O Ministério Público Federal (MPF) em Sete Lagoas/MG instaurou procedimento para apurar e acompanhar a situação de crise decorrente do baixo nível do rio São Francisco na região do lago da Usina Hidrelétrica (UHE) de Três Marias e seus impactos para os municípios situados a jusante da represa, ou seja, nas regiões central e norte do estado.

O reservatório integra a bacia do São Francisco, que abrange sete Estados e 540 municípios, sendo 240 em Minas Gerais, os quais contribuem com 72% do volume de águas superficiais que vertem para o rio.
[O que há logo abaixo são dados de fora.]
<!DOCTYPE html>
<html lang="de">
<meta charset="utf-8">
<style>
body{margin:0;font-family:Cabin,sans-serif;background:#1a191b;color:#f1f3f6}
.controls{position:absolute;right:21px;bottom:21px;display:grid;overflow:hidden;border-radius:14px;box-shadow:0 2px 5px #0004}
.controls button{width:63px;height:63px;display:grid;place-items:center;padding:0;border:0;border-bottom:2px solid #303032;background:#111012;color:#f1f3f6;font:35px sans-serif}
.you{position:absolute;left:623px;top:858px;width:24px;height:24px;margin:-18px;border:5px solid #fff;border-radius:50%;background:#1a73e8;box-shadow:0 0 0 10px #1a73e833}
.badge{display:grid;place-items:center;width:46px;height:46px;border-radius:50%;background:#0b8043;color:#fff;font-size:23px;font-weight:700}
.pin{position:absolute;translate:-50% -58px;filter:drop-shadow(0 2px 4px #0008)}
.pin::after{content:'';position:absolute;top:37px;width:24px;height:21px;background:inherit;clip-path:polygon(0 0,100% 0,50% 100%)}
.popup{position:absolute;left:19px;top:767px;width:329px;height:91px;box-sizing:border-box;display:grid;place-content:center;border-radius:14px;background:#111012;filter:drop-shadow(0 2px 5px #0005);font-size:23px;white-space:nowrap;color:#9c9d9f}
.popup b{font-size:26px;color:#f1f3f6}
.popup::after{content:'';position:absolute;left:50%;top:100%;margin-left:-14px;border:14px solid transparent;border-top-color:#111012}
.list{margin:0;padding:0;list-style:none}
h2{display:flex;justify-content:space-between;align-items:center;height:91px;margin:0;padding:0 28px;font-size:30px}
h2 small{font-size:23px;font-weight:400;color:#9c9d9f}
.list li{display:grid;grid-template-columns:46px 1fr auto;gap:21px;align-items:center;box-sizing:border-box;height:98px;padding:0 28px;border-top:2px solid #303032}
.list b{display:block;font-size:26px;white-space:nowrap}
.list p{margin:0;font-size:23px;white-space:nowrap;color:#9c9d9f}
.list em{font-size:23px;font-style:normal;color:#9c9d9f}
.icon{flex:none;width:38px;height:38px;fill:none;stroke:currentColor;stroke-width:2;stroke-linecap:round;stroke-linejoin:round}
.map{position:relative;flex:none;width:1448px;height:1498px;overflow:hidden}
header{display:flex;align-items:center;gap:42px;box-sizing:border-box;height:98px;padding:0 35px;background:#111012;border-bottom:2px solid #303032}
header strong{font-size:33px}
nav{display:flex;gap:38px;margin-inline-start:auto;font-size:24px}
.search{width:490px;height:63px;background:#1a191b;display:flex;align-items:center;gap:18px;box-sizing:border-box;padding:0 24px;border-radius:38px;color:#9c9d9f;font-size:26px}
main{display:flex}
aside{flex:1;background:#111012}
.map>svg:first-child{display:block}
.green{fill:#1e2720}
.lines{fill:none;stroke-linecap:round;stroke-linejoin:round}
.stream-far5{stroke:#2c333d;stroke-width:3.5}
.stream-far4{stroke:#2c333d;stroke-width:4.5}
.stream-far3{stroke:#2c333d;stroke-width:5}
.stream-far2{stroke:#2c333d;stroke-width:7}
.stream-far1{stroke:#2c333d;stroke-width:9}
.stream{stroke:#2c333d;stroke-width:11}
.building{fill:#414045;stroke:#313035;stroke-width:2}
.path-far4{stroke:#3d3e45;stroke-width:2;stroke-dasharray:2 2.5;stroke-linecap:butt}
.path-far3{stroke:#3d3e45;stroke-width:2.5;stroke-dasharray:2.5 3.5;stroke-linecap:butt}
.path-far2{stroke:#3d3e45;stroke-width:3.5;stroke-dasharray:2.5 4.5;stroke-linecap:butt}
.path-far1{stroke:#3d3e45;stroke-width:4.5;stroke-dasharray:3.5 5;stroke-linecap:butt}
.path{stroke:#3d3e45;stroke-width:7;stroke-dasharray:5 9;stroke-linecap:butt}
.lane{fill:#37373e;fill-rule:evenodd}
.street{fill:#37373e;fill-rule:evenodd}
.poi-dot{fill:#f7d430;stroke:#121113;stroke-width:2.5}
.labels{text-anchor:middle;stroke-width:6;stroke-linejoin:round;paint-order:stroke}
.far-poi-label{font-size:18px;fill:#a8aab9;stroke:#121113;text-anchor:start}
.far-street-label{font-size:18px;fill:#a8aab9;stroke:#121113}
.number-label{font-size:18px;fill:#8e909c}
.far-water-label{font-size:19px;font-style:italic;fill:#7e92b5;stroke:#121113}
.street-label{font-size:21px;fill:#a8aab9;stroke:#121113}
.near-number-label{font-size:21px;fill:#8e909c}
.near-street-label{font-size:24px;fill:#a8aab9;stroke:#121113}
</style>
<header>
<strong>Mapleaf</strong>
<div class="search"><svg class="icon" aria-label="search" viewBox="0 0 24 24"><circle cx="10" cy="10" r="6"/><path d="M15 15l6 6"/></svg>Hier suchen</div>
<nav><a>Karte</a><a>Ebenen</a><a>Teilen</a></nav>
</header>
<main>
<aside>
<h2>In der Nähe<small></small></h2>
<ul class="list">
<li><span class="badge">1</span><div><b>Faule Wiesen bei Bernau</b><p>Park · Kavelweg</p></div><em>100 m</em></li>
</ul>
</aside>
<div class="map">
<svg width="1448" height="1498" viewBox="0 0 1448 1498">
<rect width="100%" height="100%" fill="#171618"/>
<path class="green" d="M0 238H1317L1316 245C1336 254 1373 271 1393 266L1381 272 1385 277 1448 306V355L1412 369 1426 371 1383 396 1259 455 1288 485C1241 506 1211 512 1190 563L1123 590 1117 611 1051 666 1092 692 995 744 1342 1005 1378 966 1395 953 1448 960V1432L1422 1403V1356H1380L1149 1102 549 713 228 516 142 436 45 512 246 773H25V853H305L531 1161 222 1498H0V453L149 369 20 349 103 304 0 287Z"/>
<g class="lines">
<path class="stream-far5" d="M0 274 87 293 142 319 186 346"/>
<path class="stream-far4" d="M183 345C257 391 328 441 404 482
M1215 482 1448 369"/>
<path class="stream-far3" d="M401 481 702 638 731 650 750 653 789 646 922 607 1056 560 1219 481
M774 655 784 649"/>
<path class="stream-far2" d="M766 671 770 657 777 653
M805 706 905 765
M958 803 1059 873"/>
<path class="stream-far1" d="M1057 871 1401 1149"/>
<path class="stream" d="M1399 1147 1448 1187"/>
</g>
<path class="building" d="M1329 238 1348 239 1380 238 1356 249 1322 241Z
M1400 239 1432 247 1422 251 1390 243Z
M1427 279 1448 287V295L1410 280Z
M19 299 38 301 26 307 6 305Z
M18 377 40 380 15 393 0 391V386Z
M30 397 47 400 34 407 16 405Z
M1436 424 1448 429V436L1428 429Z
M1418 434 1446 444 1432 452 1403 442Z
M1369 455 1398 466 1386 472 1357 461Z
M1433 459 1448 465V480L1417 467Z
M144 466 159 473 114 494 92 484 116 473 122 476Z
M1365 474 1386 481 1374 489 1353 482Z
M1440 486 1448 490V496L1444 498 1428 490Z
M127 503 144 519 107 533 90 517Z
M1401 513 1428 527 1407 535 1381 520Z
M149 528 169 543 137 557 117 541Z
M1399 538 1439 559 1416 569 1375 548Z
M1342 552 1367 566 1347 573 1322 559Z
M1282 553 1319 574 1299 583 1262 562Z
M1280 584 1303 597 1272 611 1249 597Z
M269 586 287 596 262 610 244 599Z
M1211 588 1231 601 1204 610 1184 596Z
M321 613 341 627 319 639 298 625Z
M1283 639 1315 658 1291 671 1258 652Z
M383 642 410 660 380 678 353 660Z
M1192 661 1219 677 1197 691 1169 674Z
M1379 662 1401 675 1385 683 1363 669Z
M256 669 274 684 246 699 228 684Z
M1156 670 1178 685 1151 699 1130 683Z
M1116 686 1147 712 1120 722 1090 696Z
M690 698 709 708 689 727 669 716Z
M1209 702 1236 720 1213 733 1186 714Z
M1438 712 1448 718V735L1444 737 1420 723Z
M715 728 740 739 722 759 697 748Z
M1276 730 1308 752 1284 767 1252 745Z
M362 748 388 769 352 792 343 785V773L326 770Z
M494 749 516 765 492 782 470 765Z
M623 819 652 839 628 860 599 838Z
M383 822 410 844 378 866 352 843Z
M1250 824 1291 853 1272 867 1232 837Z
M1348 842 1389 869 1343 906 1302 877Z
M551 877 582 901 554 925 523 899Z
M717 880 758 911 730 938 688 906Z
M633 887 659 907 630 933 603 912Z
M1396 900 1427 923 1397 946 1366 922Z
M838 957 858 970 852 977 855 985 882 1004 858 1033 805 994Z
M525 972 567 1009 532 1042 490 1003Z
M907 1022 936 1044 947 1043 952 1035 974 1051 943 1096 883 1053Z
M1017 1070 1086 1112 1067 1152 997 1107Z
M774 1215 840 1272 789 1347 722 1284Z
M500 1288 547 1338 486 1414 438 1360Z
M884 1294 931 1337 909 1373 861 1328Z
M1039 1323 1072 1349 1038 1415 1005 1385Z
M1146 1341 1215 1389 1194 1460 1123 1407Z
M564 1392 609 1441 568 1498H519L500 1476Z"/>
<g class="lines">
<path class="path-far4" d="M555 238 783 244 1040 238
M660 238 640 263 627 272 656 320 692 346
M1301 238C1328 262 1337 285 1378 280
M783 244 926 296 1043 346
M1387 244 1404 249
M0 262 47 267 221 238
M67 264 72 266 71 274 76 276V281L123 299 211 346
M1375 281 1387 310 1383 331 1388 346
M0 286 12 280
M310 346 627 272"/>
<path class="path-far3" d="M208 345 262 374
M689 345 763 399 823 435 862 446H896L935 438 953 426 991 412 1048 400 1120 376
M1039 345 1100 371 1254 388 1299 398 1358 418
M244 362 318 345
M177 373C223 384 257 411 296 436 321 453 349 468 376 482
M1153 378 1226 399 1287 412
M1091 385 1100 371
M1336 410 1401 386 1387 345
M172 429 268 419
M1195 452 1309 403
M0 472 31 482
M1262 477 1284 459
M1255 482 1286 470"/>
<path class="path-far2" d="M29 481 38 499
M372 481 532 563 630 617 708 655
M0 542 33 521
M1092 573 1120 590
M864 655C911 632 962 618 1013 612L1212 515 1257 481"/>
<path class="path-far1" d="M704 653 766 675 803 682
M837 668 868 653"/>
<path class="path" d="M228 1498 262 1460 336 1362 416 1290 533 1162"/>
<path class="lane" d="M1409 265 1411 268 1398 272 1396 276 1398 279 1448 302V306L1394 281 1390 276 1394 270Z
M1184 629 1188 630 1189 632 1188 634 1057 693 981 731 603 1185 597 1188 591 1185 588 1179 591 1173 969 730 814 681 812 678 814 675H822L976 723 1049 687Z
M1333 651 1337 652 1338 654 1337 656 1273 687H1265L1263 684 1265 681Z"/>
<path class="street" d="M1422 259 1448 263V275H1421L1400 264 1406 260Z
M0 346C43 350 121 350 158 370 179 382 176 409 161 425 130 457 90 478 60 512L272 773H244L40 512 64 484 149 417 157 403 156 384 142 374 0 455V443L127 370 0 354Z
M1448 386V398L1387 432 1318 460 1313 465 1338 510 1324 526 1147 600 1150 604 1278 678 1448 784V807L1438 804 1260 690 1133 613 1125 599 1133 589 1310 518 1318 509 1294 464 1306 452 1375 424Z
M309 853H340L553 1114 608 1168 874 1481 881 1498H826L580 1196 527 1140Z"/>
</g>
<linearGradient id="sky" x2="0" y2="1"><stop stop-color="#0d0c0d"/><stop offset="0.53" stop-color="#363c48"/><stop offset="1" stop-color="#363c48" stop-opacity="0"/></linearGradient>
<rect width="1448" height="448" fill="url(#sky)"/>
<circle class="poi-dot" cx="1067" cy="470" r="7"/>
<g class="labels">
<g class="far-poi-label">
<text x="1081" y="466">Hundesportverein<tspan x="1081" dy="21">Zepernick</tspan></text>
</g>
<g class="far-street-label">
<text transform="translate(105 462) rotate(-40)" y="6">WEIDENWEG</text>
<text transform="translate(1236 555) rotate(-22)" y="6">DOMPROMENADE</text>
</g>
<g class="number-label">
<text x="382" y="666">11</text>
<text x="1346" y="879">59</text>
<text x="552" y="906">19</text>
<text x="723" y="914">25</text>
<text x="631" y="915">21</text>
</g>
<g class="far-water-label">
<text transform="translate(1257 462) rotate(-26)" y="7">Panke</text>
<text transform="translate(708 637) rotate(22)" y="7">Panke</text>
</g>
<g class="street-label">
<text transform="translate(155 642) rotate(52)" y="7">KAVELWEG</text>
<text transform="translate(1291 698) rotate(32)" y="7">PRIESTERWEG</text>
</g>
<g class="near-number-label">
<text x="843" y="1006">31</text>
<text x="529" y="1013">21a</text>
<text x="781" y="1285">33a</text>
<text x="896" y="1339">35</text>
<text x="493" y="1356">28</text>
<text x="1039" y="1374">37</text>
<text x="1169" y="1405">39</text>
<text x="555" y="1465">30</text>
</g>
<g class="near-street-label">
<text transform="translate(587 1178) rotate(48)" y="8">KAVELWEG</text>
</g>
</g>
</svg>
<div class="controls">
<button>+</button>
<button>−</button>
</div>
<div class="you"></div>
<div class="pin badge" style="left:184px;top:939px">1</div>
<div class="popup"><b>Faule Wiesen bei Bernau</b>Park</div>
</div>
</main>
De acordo com o MPF, a estiagem este ano em Minas Gerais, muito acima da média histórica, vem acarretando severo comprometimento da vazão do São Francisco, com diminuição do volume hídrico do reservatório da UHE de Três Marias e redução progressiva da quantidade de água liberada pela represa.

Há impactos em várias atividades da região do lago, algumas delas essenciais para a população e para a economia locais, como a captação de água para abastecer núcleos urbanos, irrigação, indústria, circulação de balsas, atividades turísticas, geração de energia elétrica e aquicultura. Populações abaixo do lago também enfrentam grandes dificuldades: o município de Pirapora/MG chegou a ajuizar uma ação para garantir, durante dois meses, um nível de vazão mínimo vertendo da represa até que fosse implantado sistema de bombeamento para atender ao seu sistema de captação de água – a captação anterior era feita por gravidade, o que estava se tornando inviável por causa da redução do nível do rio.

Transparência

No curso das investigações, e já com o intuito de realizar um levantamento abrangente dos problemas causados pelo período de estiagem e seus impactos nas atividades econômicas e no abastecimento da região, bem como verificar a atuação dos diversos órgãos envolvidos no assunto, o MPF participou, no último dia 22, de reunião com o presidente da Centrais Elétricas de Minas Gerais (CEMIG), empresa responsável pela operação da hidrelétrica de Três Marias, com a presidente do Comitê de Bacia do Entorno da Represa de Três Marias (CBHSF4), prefeitos e outros representantes de municípios situados no entorno do lago.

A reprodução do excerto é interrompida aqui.